These concerns don’t end with clinical practice, either. Medicare reimbursement also uses pulse ox measures as key thresholds, with much less nuance than a nurse or doctor. At a reading of 88 or 89, Medicare will reimburse for oxygen at home, but at 90 it won’t. In effect, this means people with darker skin may have to be sicker in order to qualify for the same treatment as people white skin. This could lead to delays in recovery, worse outcomes, and greater likelihoods of future comorbidities as patients wait for the meter to catch up to bodily realities.
• • •
Some caregivers I spoke with sounded exhausted to field questions about pulse ox biases. They were beleaguered, no doubt, by a thousand other COVID-19 contingencies and more obvious manifestations of inequities. Even if they had never noticed glitches, it could be painful to wonder. Others I spoke to argued that any racial discrepancies at all were simply unacceptable. When people rely on devices for a snapshot, just as with Kodak film, shouldn’t everyone’s picture be equally clear? Anything less widens room for mistakes that may amplify existing inequalities. It creates a situation where hospital care teams need to work around the subtle racial biases of their tools.
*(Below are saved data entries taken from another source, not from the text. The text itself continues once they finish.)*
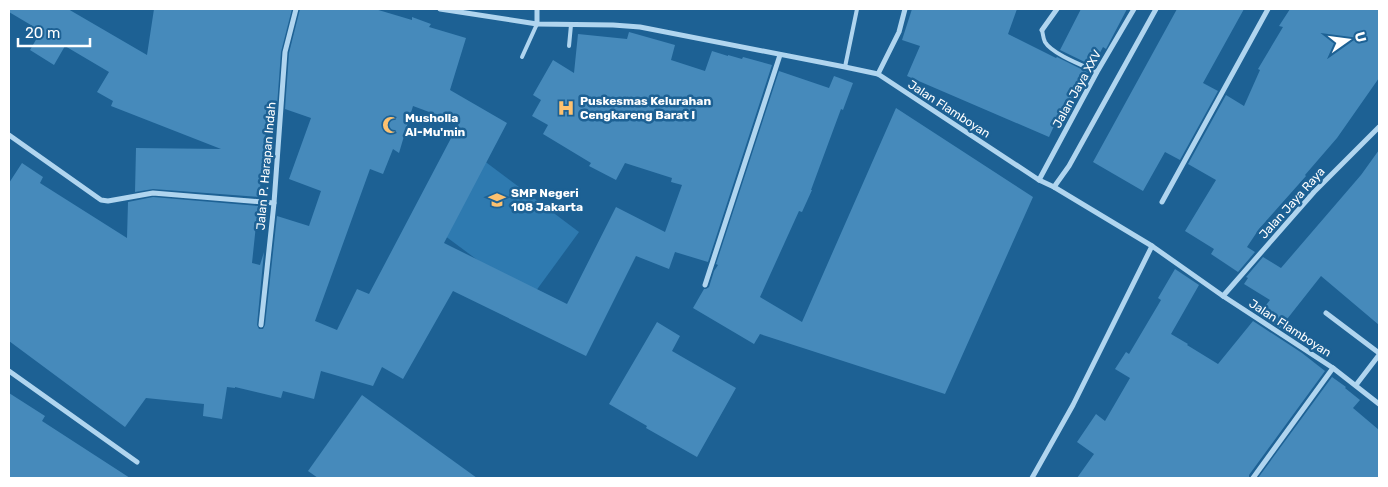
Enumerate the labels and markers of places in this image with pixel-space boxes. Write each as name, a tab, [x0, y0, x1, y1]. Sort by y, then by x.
place label: Puskesmas Kelurahan Cengkareng Barat I	[580, 94, 711, 122]
hospital icon: Puskesmas Kelurahan Cengkareng Barat I	[556, 98, 576, 118]
place label: Musholla Al-Mu'min	[405, 111, 466, 139]
mosque icon: Musholla Al-Mu'min	[381, 115, 401, 135]
place label: SMP Negeri 108 Jakarta	[511, 186, 583, 214]
school or university icon: SMP Negeri 108 Jakarta	[487, 190, 507, 210]

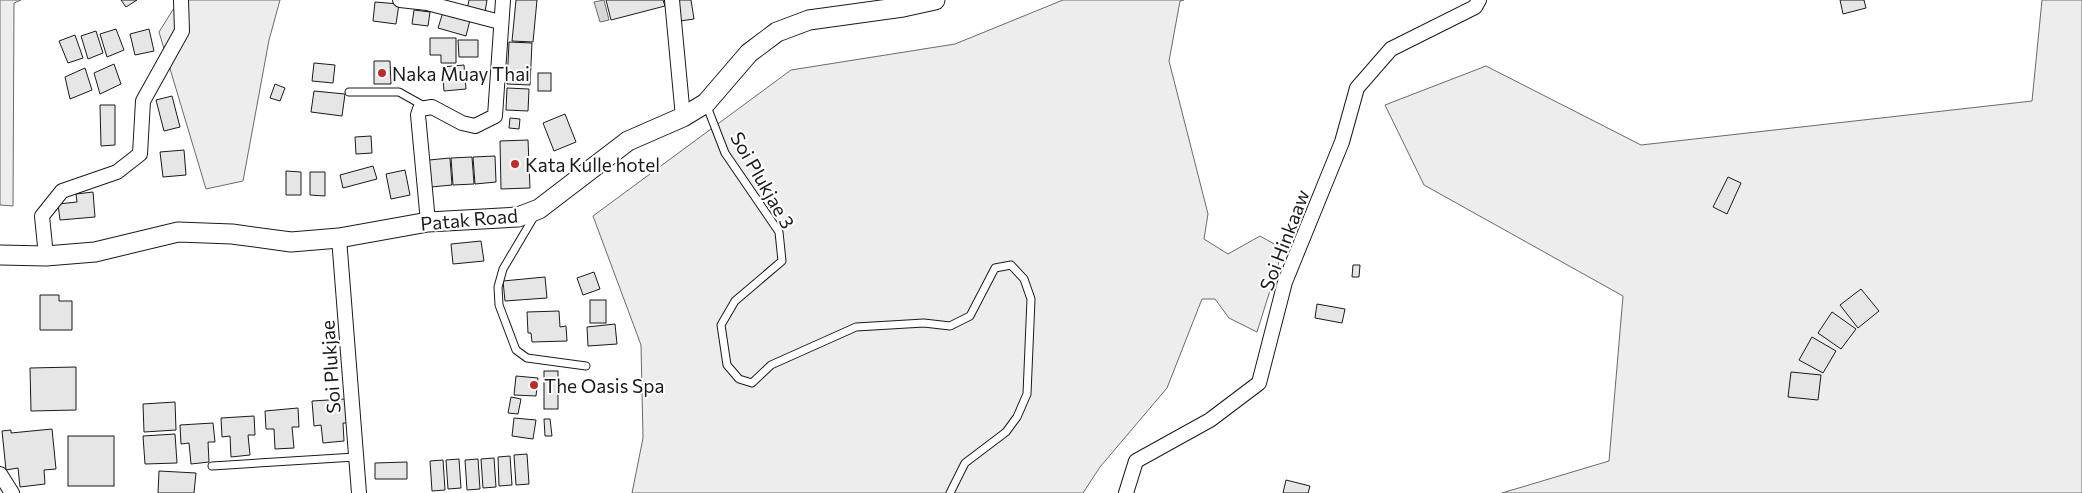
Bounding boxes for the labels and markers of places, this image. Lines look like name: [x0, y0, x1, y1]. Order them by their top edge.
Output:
place label: Naka Muay Thai: [392, 62, 530, 85]
marker: Naka Muay Thai: [376, 67, 388, 79]
place label: Kata Kulle hotel: [525, 153, 660, 176]
marker: Kata Kulle hotel: [509, 158, 521, 170]
place label: The Oasis Spa: [544, 374, 664, 397]
marker: The Oasis Spa: [528, 379, 540, 391]

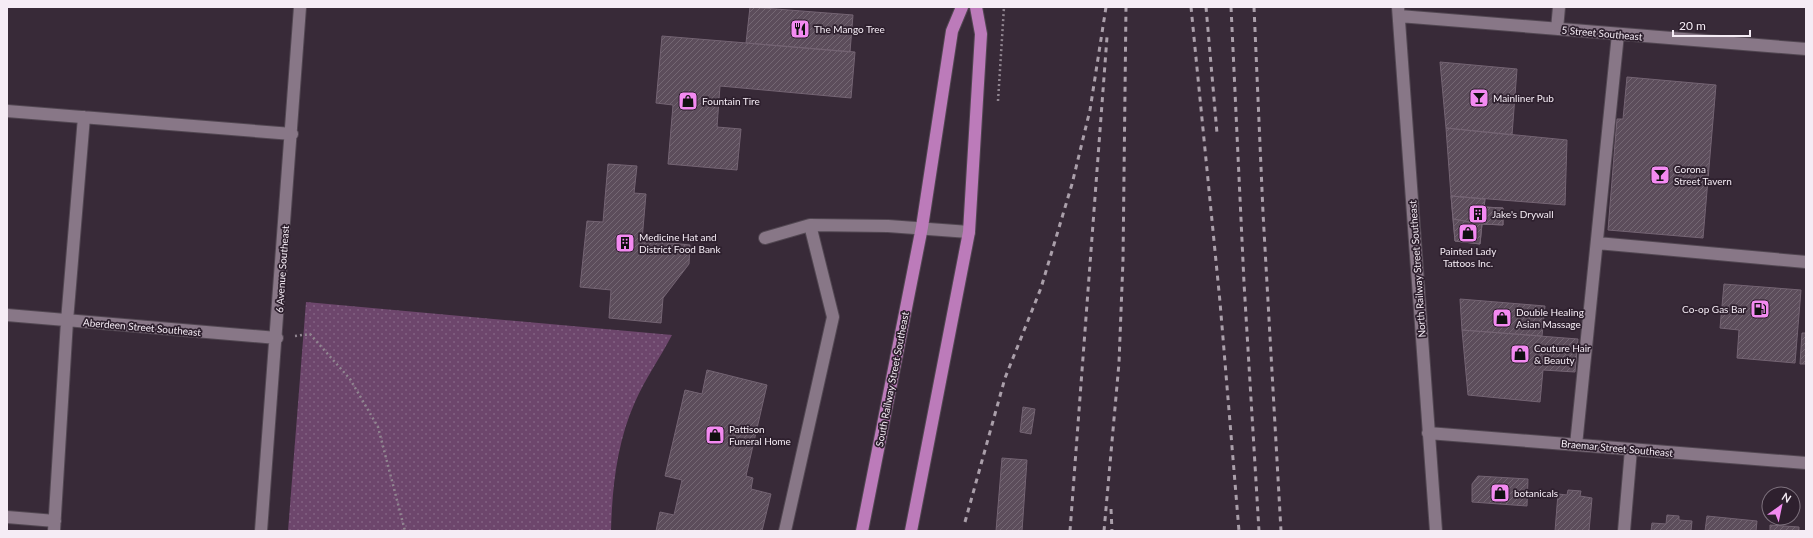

There was “usually” no way this could matter, one critical care doctor told me. What about those moments that fall outside usually?
“How is racism operating here?” The physician, epidemiologist, and civil rights activist Camara Phyllis Jones urges health practitioners to ask this question throughout their work. In the case of pulse oximetry, errors of slight degrees mean a lot more than they otherwise might because of the larger patterns of inadvertent racism in hospitals they plug into. Nonwhite patients are already more likely to have identical signs classified as less urgent by physicians, as decades of research documenting unintentional medical racism shows. Measurement errors falsely indicating that hospitalized patients are safer than they are could further contribute to suboptimal care. As caregivers argue, “Any decision making rooted in implicit bias is detrimental” when “an incorrect assumption could literally mean the difference between life and death.”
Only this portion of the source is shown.